Trial and death

Oliver was presented before a kangaroo court. Within 15 minutes the jury returned with their verdict and St. Oliver was found guilty of High Treason and spreading the Catholic faith — now seen as a false religion by the British government. To the charges he responded, “Deo gratias” (thanks be to God).

Dragged through the streets of Tyburn to the roaring of a crowd similar to that of Calvary in the Gospel, Oliver was hanged until nearly dead. He was then drawn — disemboweled — and finally quartered, having his head and arms cut off and body parts thrown in the fire. His forearms were placed in two tin boxes and sent with faithful Catholics as relics to Rome. His head was brought to Armagh and then finally to Drogheda, where it rests now since 1920. He was canonized in 1975 by Blessed Pope Paul VI, the first Irish saint to be recognized in over 750 years.

Getting to know Oliver

Reading books on theology and prayer is one way to get close to God, but it doesn’t help us truly know him. I’m suddenly reminded of a text by Evagrios the Solitary: “If you pray truly you are a theologian and you are a theologian if you pray truly.” Therefore the highest form of theology and getting to know God is in the form of simple prayer and practice of our faith.

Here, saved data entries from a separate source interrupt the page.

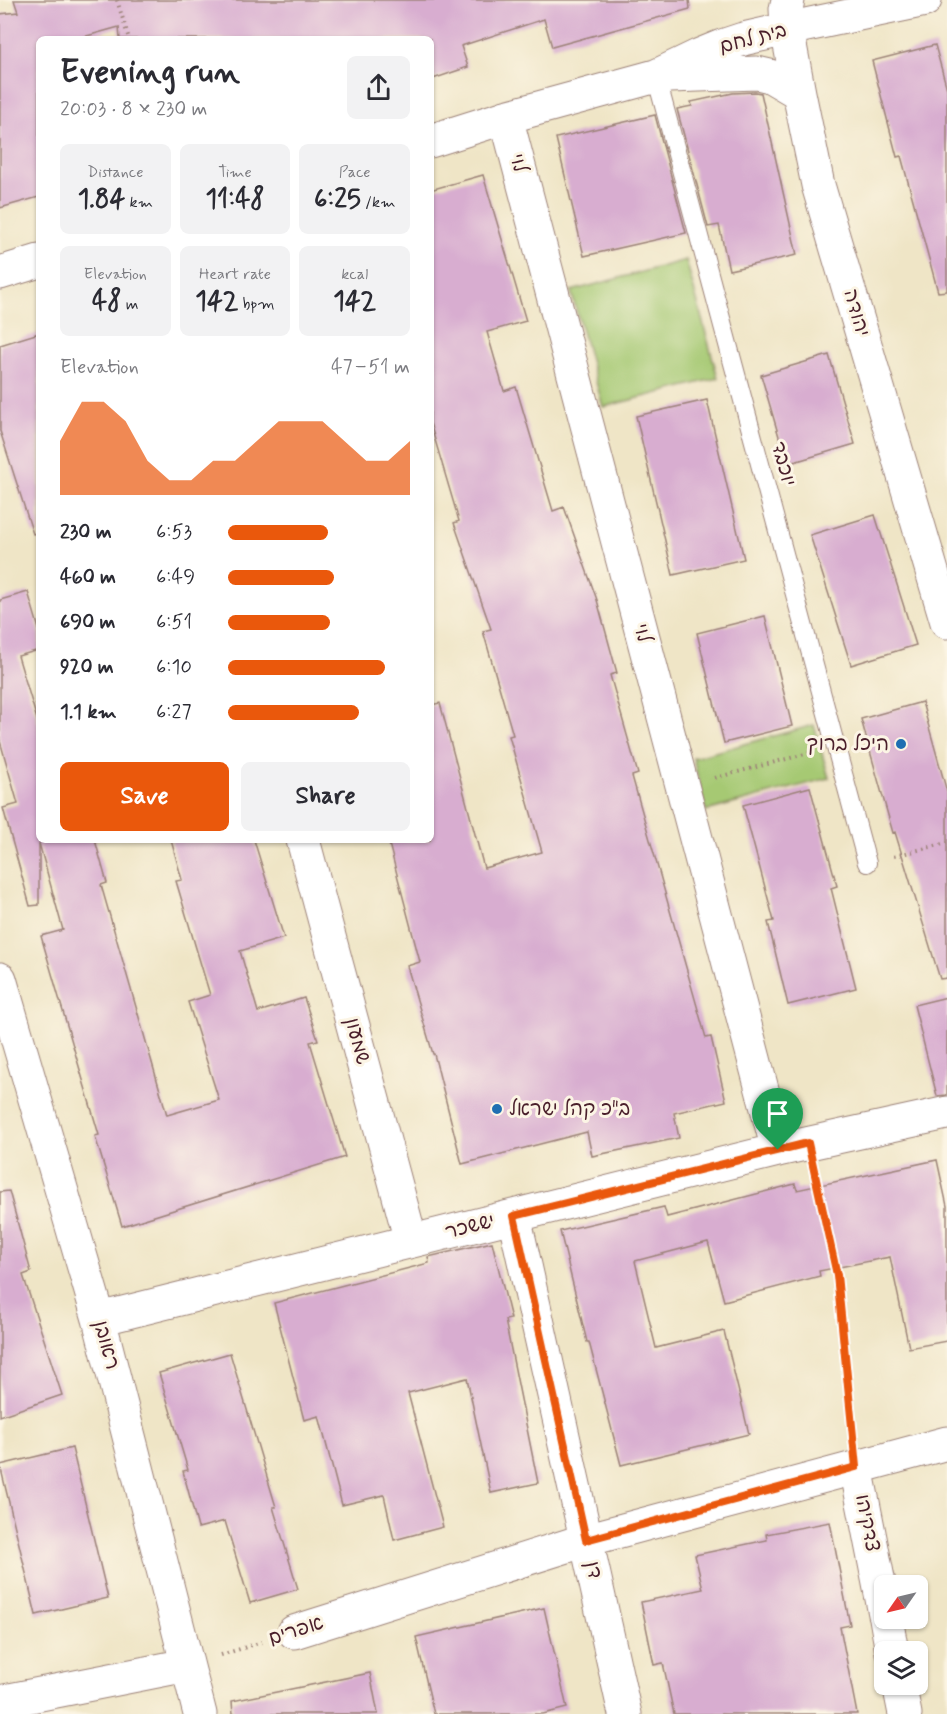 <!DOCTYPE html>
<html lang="en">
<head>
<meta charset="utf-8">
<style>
	:root { --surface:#fff; --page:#f2f2f3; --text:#2b2b33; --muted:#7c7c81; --accent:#ea580c }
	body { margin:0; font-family:Mynerve,"Playpen Sans Hebrew",sans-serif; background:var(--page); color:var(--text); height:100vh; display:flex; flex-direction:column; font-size:22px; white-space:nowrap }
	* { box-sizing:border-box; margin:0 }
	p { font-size:20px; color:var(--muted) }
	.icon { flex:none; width:33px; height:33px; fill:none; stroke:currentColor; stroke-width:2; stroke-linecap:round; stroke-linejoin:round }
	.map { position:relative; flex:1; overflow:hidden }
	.sheet { position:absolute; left:36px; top:36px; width:398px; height:807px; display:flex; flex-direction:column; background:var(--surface); border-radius:9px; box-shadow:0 2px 4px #0004 }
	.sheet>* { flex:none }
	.needle { width:39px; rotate:236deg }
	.fabs { position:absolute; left:874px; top:1575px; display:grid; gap:12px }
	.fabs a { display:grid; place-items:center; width:54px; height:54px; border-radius:9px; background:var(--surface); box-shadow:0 2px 4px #0004; font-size:30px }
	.pin { position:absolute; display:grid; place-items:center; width:51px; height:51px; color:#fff; margin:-62px -26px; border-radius:50% 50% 50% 0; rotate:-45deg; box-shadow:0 0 6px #0007 }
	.pin .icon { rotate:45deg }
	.round { display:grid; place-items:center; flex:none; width:63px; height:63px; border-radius:9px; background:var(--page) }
	.summary { display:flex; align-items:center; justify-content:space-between; height:102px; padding:0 24px }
	h1 { font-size:33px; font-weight:700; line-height:45px }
	.figures { display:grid; grid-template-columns:repeat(3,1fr); gap:9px; height:102px; padding:6px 24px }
	.figures div { display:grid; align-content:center; border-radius:9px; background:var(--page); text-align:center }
	.figures b { font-size:26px; font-weight:700 }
	.figures small { font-size:16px; font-weight:400 }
	.figures p { font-size:16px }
	.chart { height:168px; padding:12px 24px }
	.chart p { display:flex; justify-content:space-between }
	.chart svg { width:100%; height:108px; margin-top:6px; fill:var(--accent); opacity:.7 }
	.cta { display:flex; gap:12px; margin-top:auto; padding:12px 24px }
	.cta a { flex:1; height:69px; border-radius:9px; background:var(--accent); color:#fff; font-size:24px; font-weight:700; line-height:69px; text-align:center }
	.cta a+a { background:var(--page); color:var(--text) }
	ul { padding:0 24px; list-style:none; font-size:20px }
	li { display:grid; grid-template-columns:96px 72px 1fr; align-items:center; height:45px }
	li i { height:15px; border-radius:8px; background:var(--accent) }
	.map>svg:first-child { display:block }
	.green { fill:#a6c973; stroke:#78744f; stroke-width:1.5 }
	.building { fill:#d8add0 }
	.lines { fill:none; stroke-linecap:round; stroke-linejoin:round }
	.service-casing { stroke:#9c8278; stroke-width:20 }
	.minor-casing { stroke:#9c8278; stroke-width:35 }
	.tertiary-casing { stroke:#9c8278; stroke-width:35 }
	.path { stroke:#9c8278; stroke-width:4; stroke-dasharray:1.5 4.5; stroke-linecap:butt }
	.service { stroke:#fff; stroke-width:18 }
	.minor { stroke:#fff; stroke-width:33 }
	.tertiary { stroke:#fff; stroke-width:33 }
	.route-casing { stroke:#fff; stroke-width:12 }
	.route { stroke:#ea580c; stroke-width:8 }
	.poi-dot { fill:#1f6fb2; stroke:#fcf5e5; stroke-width:2 }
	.labels { text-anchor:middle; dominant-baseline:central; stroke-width:6; stroke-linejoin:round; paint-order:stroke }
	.street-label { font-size:20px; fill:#4a1f2b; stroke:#fcf5e5 }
	.poi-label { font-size:20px; fill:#4a1f2b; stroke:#fcf5e5; text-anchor:end }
</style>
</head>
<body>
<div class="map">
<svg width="947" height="1714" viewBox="0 0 947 1714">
	<rect width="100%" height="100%" fill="#fcf5e5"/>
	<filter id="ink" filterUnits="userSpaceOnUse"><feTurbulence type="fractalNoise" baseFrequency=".0167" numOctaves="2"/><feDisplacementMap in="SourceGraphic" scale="12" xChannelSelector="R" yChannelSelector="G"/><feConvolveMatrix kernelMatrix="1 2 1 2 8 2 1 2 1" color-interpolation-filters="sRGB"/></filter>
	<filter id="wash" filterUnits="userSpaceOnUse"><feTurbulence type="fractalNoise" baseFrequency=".008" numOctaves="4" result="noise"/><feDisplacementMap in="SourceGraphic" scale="24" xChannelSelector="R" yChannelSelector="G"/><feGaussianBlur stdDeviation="1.35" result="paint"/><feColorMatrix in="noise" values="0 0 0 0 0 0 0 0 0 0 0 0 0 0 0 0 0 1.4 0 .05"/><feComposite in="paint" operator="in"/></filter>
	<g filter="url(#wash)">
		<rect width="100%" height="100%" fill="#efe5c6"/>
		<path class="green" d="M686,260L718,378L603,407L571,291Z
			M814,725L829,778L706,811L693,758Z"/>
		<g id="blocks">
			<path class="building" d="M14,0H689L690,9L552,47L544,19L461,46L468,67L430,80V39H120L119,27L76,39H39V197L0,208V14L18,12Z
				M935,45L947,89V291L938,292L901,156L897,157L872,61Z
				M755,92L761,93L797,255L729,270L719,225L708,227L677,109L692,106L691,102L733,93Z
				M655,115L686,233L584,256L556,138Z
				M483,175L526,321L487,332L504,391L516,387L553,511L564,507L597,600L617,673L610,675L638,774L632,776L706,1038L711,1037L726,1101L674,1113L679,1138L592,1156L587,1132L462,1164L434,1054H433L407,966L420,962L388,840H430V705L440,703L484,868L542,852L509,736L513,735L483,631L491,629L454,523L459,521L430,423V190Z
				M39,333V533L33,534L0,431V345Z
				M829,355L855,444L787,464L761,375Z
				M707,400L744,559L673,575L636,416Z
				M875,515L916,645L851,665L810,535Z
				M28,592L39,629V650L18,656L39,726V840H95L107,883L101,885L167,1115L219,1100L188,1002L210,995L176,881L182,880L171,840H254L284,938L240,951L258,1012L304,998L318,1040L310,1042L345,1157L122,1226L95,1136L99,1135L41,936L63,930L39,843V905L30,906L3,808L18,804L0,741V600Z
				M765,616L792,726L724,743L697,633Z
				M922,702L947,792V978L940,979L895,832L893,833L861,719Z
				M810,787L837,886L831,888L856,988L788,1005L768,922L774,921L743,805Z
				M947,997V1095L937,1096L914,1005Z
				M937,1160L947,1206V1341L909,1348L890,1257L819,1271L820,1276L724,1301L708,1242L635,1261L656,1348L724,1331L749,1434L621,1465L589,1342H587L560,1231L664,1207L667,1217L795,1184L797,1190Z
				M9,1191L31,1272L23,1275L62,1395L0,1416V1192Z
				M492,1242L511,1319L505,1320L538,1483L491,1493L467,1378L408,1393L443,1527L394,1540L384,1495L342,1505L319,1416L304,1420L274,1303L429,1263L428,1257Z
				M230,1353L276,1507H273L298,1589L250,1603L225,1521L198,1528L183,1471L188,1470L159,1373Z
				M72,1448L108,1598L36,1615L0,1465Z
				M830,1522L850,1625L840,1627L857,1714H674L663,1663L654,1665L641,1602L703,1589L695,1555L767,1540L766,1534Z
				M544,1608L567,1708L543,1714H434L416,1637Z
				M370,1673L378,1714H233L232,1701Z"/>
		</g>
	</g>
	<g filter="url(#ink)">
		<use href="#blocks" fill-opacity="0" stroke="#9c8278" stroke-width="1.5"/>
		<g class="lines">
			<defs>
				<path id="service" d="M656,76L867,863"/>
				<path id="minor" d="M787,29L925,0
					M506,117L778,1150
					M303,840L411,1241
					M0,979L99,1319L200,1714
					M514,1216L625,1714
					M99,1319L778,1150L947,1113
					M856,1467L885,1614
					M886,1618L892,1652
					M294,1632L586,1540L947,1443
					M899,1684L905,1714
					M0,1702L187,1665"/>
				<path id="tertiary" d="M788,0L786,9L787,29L799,93L818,185L947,622
					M670,76L757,73L770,76L799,93
					M430,141L506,117L656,76L700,55L722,46L743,39L787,29
					M0,273L39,261"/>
			</defs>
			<use href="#service" class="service-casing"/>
			<use href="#minor" class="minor-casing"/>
			<use href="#tertiary" class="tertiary-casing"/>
			<path class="path" d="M117,0L129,39
				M715,778L809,753
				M894,856L947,843
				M815,1176L837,1275L853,1432
				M221,1655L262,1642"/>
			<use href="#service" class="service"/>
			<use href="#minor" class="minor"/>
			<use href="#tertiary" class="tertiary"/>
		</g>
	</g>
	<g class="lines" filter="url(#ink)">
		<defs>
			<path id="route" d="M808,1143L837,1275L856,1467L586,1540L514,1216Z"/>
		</defs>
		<use href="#route" class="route-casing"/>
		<use href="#route" class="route"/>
	</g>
	<g class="poi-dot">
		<circle cx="901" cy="744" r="6"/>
		<circle cx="497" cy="1109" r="6"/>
	</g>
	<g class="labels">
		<g class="street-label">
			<text transform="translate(753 39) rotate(-15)">בית לחם</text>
			<text transform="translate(518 163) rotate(75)">לוי</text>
			<text transform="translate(856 313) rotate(74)">יהודה</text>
			<text transform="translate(783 464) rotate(75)">יוכבד</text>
			<text transform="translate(642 633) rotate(75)">לוי</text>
			<text transform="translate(357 1041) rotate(75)">שמעון</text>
			<text transform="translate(470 1227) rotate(-14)">יששכר</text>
			<text transform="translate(106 1345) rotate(75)">ראובן</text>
			<text transform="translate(867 1523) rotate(79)">צדקיהו</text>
			<text transform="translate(593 1570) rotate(77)">דן</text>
			<text transform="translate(296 1631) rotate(-18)">אפרים</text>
		</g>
		<g class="poi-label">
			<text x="889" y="744">היכל ברוך</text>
			<text x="509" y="1109" text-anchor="start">ב"כ קהל ישראל</text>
		</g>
	</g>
</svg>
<div class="fabs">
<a><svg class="needle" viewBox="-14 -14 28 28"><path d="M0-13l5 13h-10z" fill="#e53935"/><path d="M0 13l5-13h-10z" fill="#7c7c81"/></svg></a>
<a><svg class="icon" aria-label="layers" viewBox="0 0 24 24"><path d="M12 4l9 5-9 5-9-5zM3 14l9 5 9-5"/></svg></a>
</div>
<div class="pin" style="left:778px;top:1150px;background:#1e9e55"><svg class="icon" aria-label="arrive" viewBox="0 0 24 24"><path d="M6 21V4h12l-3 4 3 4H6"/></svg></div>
<section class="sheet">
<div class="summary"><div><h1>Evening run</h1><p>20:03 · 8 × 230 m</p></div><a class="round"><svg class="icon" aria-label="share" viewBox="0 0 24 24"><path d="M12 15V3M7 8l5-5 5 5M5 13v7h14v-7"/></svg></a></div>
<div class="figures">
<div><p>Distance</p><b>1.84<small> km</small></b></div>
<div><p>Time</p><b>11:48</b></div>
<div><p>Pace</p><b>6:25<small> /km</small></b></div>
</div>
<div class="figures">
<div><p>Elevation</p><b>48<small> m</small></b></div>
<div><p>Heart rate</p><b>142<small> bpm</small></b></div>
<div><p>kcal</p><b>142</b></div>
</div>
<div class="chart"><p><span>Elevation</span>47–51 m</p>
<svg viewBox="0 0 160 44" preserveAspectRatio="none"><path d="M0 44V22L10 6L20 6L30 14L40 30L50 38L60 38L70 30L80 30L90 22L100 14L110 14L120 14L130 22L140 30L150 30L160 22V44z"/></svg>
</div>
<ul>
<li><b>230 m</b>6:53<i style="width:55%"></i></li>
<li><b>460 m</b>6:49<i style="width:58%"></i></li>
<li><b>690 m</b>6:51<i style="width:56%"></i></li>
<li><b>920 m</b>6:10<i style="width:86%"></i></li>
<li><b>1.1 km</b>6:27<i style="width:72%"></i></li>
</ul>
<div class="cta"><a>Save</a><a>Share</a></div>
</section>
</div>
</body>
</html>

I’ve discovered recently the same is true with getting to know the saints. All the information I’ve read regarding St. Oliver over the years, I never felt like I really knew him. Although I would not be able to go all the way to London, I was at least able to piece together an important image we Irish have of him before he left this island to face a most gruesome death in Tyburn, England.

Just as I thought I’d photographed it all and finishing up seemed inevitable, something new about Oliver would emerge. It was certainly true that divine providence also played a significant role in unearthing the historic life of St. Oliver. How was I ever to know that photography would play a vital role in coming closer to a saint, getting to know him better? Furthermore, the idea that I’m now using that gift to take you with me means we can all get to know him and form a more in depth picture from a unique angle unseen by most until now.

In this exclusive photographic series I take you with me from where Oliver was born within the tower of a church at Loughcrew, the megalithic tombs that were his playground as a young boy,  onward to his life as a shepherd to his flock in disguise from authorities, and places where he celebrated Mass in secret, and finally to his providential march towards his martyrdom.

It is my hope you will put down your books on Oliver and be inspired to visit these places; allowing for the actual sites of Oliver’s life and ultimate persecution to speak to you. Will you — as I did as I stood upon these grounds — hear echoes of laughter from the stone walls of his birth place at Loughcrew, or the cries of his parish people whose martyred blood enriched the sacred grounds at the sites where Oliver once celebrated Mass?